*Problem to solve*. What lines in the data hold the string "left"? Show them.

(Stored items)
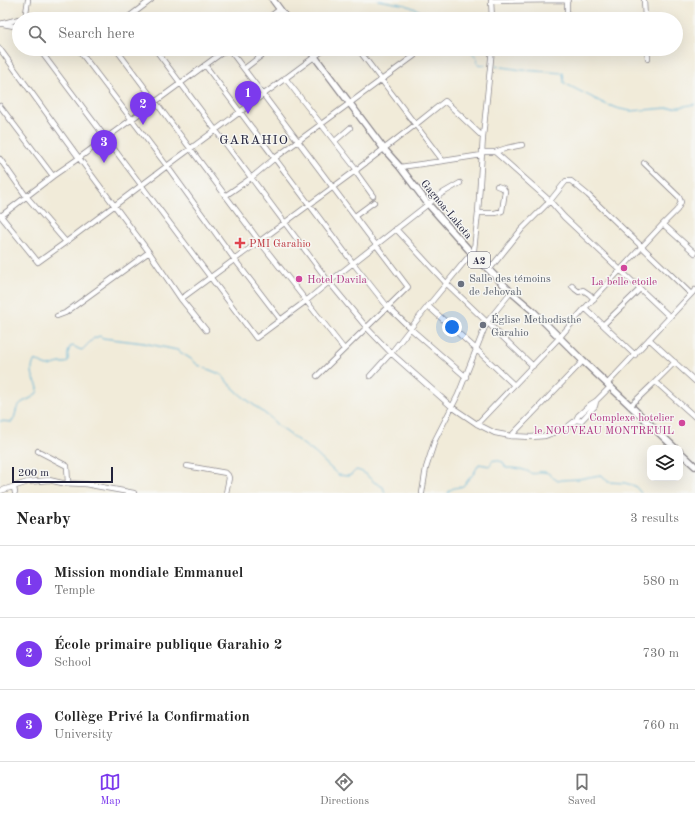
<!DOCTYPE html>
<meta charset="utf-8">
<style>
:root{--surface:#fff;--page:#f6f6f6;--text:#222;--muted:#767676;--line:#e0e0e0;--accent:#7c3aed}
body{margin:0;font-family:"Old Standard TT",serif;background:var(--page);color:var(--text)}
.controls{position:absolute;right:12px;bottom:12px;display:grid;overflow:hidden;border-radius:8px;box-shadow:0 4px 16px #0002}
.controls button{width:36px;height:36px;display:grid;place-items:center;padding:0;border:0;border-bottom:1px solid var(--line);background:var(--surface);color:var(--text);font:20px sans-serif}
.scale{position:absolute;left:12px;bottom:10px;width:101px;box-sizing:border-box;padding-left:4px;border:2px solid #22223b;border-top:0;font-size:11px;line-height:14px;white-space:nowrap;color:#22223b;-webkit-text-stroke:3px #f6f6f2;paint-order:stroke}
.you{position:absolute;left:452px;top:327px;width:14px;height:14px;margin:-10px;border:3px solid #fff;border-radius:50%;background:#1a73e8;box-shadow:0 0 0 6px #1a73e833}
.badge{display:grid;place-items:center;width:26px;height:26px;border-radius:50%;background:var(--accent);color:#fff;font-size:13px;font-weight:700}
.pin{position:absolute;translate:-50% -33px;filter:drop-shadow(0 1px 2px #0008)}
.pin::after{content:'';position:absolute;top:21px;width:14px;height:12px;background:inherit;clip-path:polygon(0 0,100% 0,50% 100%)}
.list{margin:0;padding:0;list-style:none}
h2{display:flex;justify-content:space-between;align-items:center;height:52px;margin:0;padding:0 16px;font-size:17px}
h2 small{font-size:13px;font-weight:400;color:var(--muted)}
.list li{display:grid;grid-template-columns:26px 1fr auto;gap:12px;align-items:center;box-sizing:border-box;height:72px;padding:0 16px;border-top:1px solid var(--line)}
.list b{display:block;font-size:15px;white-space:nowrap}
.list p{margin:0;font-size:13px;white-space:nowrap;color:var(--muted)}
.list em{font-size:13px;font-style:normal;color:var(--muted)}
.icon{flex:none;width:22px;height:22px;fill:none;stroke:currentColor;stroke-width:2;stroke-linecap:round;stroke-linejoin:round}
.map{position:relative;flex:none;width:695px;height:493px;overflow:hidden}
.search{position:absolute;background:var(--surface);box-shadow:0 4px 16px #0002;left:12px;right:12px;top:12px;height:44px;display:flex;align-items:center;gap:10px;box-sizing:border-box;padding:0 14px;border-radius:22px;color:var(--muted);font-size:15px}
.sheet{height:268px;background:var(--surface)}
nav{display:flex;justify-content:space-around;align-items:center;box-sizing:border-box;height:56px;border-top:1px solid var(--line);background:var(--surface);font-size:11px;color:var(--muted)}
nav a{display:grid;justify-items:center;gap:2px}
nav .on{color:var(--accent)}
.map>svg:first-child{display:block}
.lines{fill:none;stroke-linecap:round;stroke-linejoin:round}
.stream{stroke:#5aafd6;stroke-width:1}
.minor-casing{stroke:#8a868a;stroke-width:6}
.major-casing{stroke:#8a868a;stroke-width:8}
.minor{stroke:#fff;stroke-width:4.5}
.major{stroke:#fff;stroke-width:5.5}
.health-dot{fill:#e0444e;stroke:#f6f6f2;stroke-width:1.5}
.hotel-dot{fill:#d1479c;stroke:#f6f6f2;stroke-width:1.5}
.worship-dot{fill:#6b7280;stroke:#f6f6f2;stroke-width:1.5}
.labels{text-anchor:middle;stroke-width:3;stroke-linejoin:round;paint-order:stroke}
.shield{fill:#f6f6f2;stroke:#626272;stroke-width:1}
.shield-label{font-size:10px;font-weight:bold;fill:#22223b}
.street-label{font-size:11px;fill:#22223b;stroke:#f6f6f2}
.health-label{font-size:11px;fill:#be3a42;stroke:#f6f6f2;text-anchor:start}
.worship-label{font-size:11px;fill:#5b616d;stroke:#f6f6f2;text-anchor:start}
.hotel-label{font-size:11px;fill:#b23c85;stroke:#f6f6f2;text-anchor:start}
.quarter-label{font-size:13px;letter-spacing:1px;fill:#22223b;stroke:#f6f6f2}
</style>
<div class="map">
<svg width="695" height="493" viewBox="0 0 695 493">
<rect width="100%" height="100%" fill="#f6f6f2"/>
<filter id="ink" filterUnits="userSpaceOnUse"><feTurbulence type="fractalNoise" baseFrequency=".025" numOctaves="2"/><feDisplacementMap in="SourceGraphic" scale="8" xChannelSelector="R" yChannelSelector="G"/><feConvolveMatrix kernelMatrix="1 2 1 2 8 2 1 2 1" color-interpolation-filters="sRGB"/></filter>
<filter id="wash" filterUnits="userSpaceOnUse"><feTurbulence type="fractalNoise" baseFrequency=".012" numOctaves="4" result="noise"/><feDisplacementMap in="SourceGraphic" scale="16" xChannelSelector="R" yChannelSelector="G"/><feGaussianBlur stdDeviation="0.9" result="paint"/><feColorMatrix in="noise" values="0 0 0 0 0 0 0 0 0 0 0 0 0 0 0 0 0 1.4 0 .05"/><feComposite in="paint" operator="in"/></filter>
<g filter="url(#wash)">
<rect width="100%" height="100%" fill="#f1ebd9"/>
<g class="lines">
<path class="stream" d="M378,0l28,5 12,5 18,9
M469,49l8,9 1,6 7,1
M496,66l26,4 41,3 1,10 41,21 15,5 11,2 49,-4 15,-3
M0,421l12,1c4,-5 3,-13 7,-17 5,-6 18,-6 19,-16 0,-3 -2,-6 -3,-8 -4,-7 -4,-15 0,-21 4,1 6,4 9,5 6,3 11,-2 17,-2 3,0 5,0 7,-1v-9l2,-6 3,-1 6,3 3,1 12,-12 6,-2 3,2 41,5 33,7 14,9 7,6 24,10 6,8 14,13 30,23 5,6 38,28 23,22 10,1 3,-1 5,-5c8,1 12,7 18,12 3,2 6,3 9,5l2,6
M448,493c3,-6 9,-5 15,-7l11,-13 5,-9 11,2 2,-5 3,-1 8,2 3,6c6,0 13,0 18,2 7,2 6,5 14,3v-1c13,-1 10,3 20,9l3,-1 17,-1 22,-4 3,1 5,6 17,1 10,3 6,7"/>
</g>
</g>
<g filter="url(#ink)">
<g class="lines">
<defs>
<path id="minor" d="M491,0l1,19
M644,0l1,19
M491,1l77,-1
M25,19l3,-19
M126,19l25,-19
M267,19l13,-10
M567,19v-19
M0,24l19,-5
M3,24l16,3
M0,49l79,109 70,94 32,47 25,31
M39,49l217,289 50,-37 23,-19 112,-88 19,-11
M78,49l89,117 68,94 46,60
M116,49l144,193 84,107
M155,49l174,233 38,46 24,25 61,54 25,17 18,9 16,3 20,1 14,-1 21,-8 10,-8 2,-4 13,-12 5,-3 14,-14
M229,49l147,196 32,42 -91,89
M358,49l85,112
M647,49l1,10
M205,65l148,198 34,43 24,23 55,48
M244,69l26,-20
M285,78l72,92
M0,106l53,70
M335,141l15,-13
M482,152h13l55,49 14,16 106,100
M495,152l12,-4 15,-3
M0,159l26,37 40,46
M400,167l43,-6 39,-6
M355,171l18,25
M225,196l26,-18 24,-20 139,-102
M478,213h17l7,-2 3,-20 -2,-3 -6,-2
M0,215l38,47 28,-20 101,-76 158,-117
M1,216l52,-40 26,-18 148,-109
M355,216l19,-14
M663,224l32,29
M396,229l50,54 87,83
M489,270l33,-41 28,-28 16,-20h5l17,14 103,99
M572,286l3,3 4,3 4,-2 6,4 5,5
M181,299l174,-128 60,-46 30,-24 38,36
M428,306l48,43 38,36
M585,308l50,47
M57,316l8,-3 7,-5 77,-56
M603,325l37,-36
M649,339l46,42
M370,376l21,-23 37,-47 46,-56 4,-37 5,-76 9,-88
M655,382l20,-20
M607,384l88,-94
M630,406l24,-23h3l38,34
M576,420l5,1 14,-15 1,-5
M477,424l82,-86 26,-30 78,-84 14,-14 4,-8 -2,-5 -35,-34
M511,436l72,-75
M38,451l29,15 1,17
M187,466l39,7 2,2 1,3 -3,15
M14,487l1,6
M0,491l28,-9 21,-2 13,3 23,1 49,9
M422,493l4,-25 9,-28 23,-45 29,-73 24,-30"/>
<path id="major" d="M273,0l14,19
M309,49l75,100 16,18 28,37 41,46 42,42 22,19 50,50 92,87
M680,452l15,14"/>
</defs>
<use href="#minor" class="minor-casing"/>
<use href="#major" class="major-casing"/>
<use href="#minor" class="minor"/>
<use href="#major" class="major"/>
</g>
</g>
<path class="health-dot" d="M238 237h4v4h4v4h-4v4h-4v-4h-4v-4h4z"/>
<g class="hotel-dot">
<circle cx="624" cy="268" r="4"/>
<circle cx="299" cy="279" r="4"/>
<circle cx="682" cy="423" r="4"/>
</g>
<g class="worship-dot">
<circle cx="461" cy="284" r="4"/>
<circle cx="483" cy="325" r="4"/>
</g>
<g class="labels">
<rect class="shield" x="468" y="252" width="22" height="16" rx="3"/>
<g class="shield-label">
<text x="479" y="264">A2</text>
</g>
<g class="street-label">
<text transform="translate(447 209) rotate(50)" y="4">Gagnoa-Lakota</text>
</g>
<g class="health-label">
<text x="249" y="247">PMI Garahio</text>
</g>
<g class="worship-label">
<text x="469" y="282">Salle des témoins<tspan x="469" dy="13">de Jehovah</tspan></text>
<text x="491" y="323">Église Methodisthe<tspan x="491" dy="13">Garahio</tspan></text>
</g>
<g class="hotel-label">
<text x="307" y="283">Hotel Davila</text>
<text x="624" y="285" text-anchor="middle">La belle etoile</text>
<text x="674" y="421" text-anchor="end">Complexe hotelier<tspan x="674" dy="13">le NOUVEAU MONTREUIL</tspan></text>
</g>
<g class="quarter-label">
<text x="254" y="144">GARAHIO</text>
</g>
</g>
</svg>
<div class="controls">
<button><svg class="icon" aria-label="layers" viewBox="0 0 24 24"><path d="M12 4l9 5-9 5-9-5zM3 14l9 5 9-5"/></svg></button>
</div>
<div class="scale">200 m</div>
<div class="you"></div>
<div class="pin badge" style="left:248px;top:114px">1</div>
<div class="pin badge" style="left:143px;top:125px">2</div>
<div class="pin badge" style="left:104px;top:163px">3</div>
<div class="search"><svg class="icon" aria-label="search" viewBox="0 0 24 24"><circle cx="10" cy="10" r="6"/><path d="M15 15l6 6"/></svg>Search here</div>
</div>
<section class="sheet">
<h2>Nearby<small>3 results</small></h2>
<ul class="list">
<li><span class="badge">1</span><div><b>Mission mondiale Emmanuel</b><p>Temple</p></div><em>580 m</em></li>
<li><span class="badge">2</span><div><b>École primaire publique Garahio 2</b><p>School</p></div><em>730 m</em></li>
<li><span class="badge">3</span><div><b>Collège Privé la Confirmation</b><p>University</p></div><em>760 m</em></li>
</ul>
</section>
<nav>
<a class="on"><svg class="icon" aria-label="map" viewBox="0 0 24 24"><path d="M3 6l6-2 6 2 6-2v14l-6 2-6-2-6 2zM9 4v14M15 6v14"/></svg>Map</a>
<a><svg class="icon" aria-label="directions" viewBox="0 0 24 24"><path d="M12 3l9 9-9 9-9-9zM9 14v-3h6M13 9l2 2-2 2"/></svg>Directions</a>
<a><svg class="icon" aria-label="saved" viewBox="0 0 24 24"><path d="M7 4h10v16l-5-4-5 4z"/></svg>Saved</a>
</nav>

*Written response*.
.scale{position:absolute;left:12px;bottom:10px;width:101px;box-sizing:border-box;padding-left:4px;border:2px solid #22223b;border-top:0;font-size:11px;line-height:14px;white-space:nowrap;color:#22223b;-webkit-text-stroke:3px #f6f6f2;paint-order:stroke}
.you{position:absolute;left:452px;top:327px;width:14px;height:14px;margin:-10px;border:3px solid #fff;border-radius:50%;background:#1a73e8;box-shadow:0 0 0 6px #1a73e833}
.search{position:absolute;background:var(--surface);box-shadow:0 4px 16px #0002;left:12px;right:12px;top:12px;height:44px;display:flex;align-items:center;gap:10px;box-sizing:border-box;padding:0 14px;border-radius:22px;color:var(--muted);font-size:15px}
<div class="pin badge" style="left:248px;top:114px">1</div>
<div class="pin badge" style="left:143px;top:125px">2</div>
<div class="pin badge" style="left:104px;top:163px">3</div>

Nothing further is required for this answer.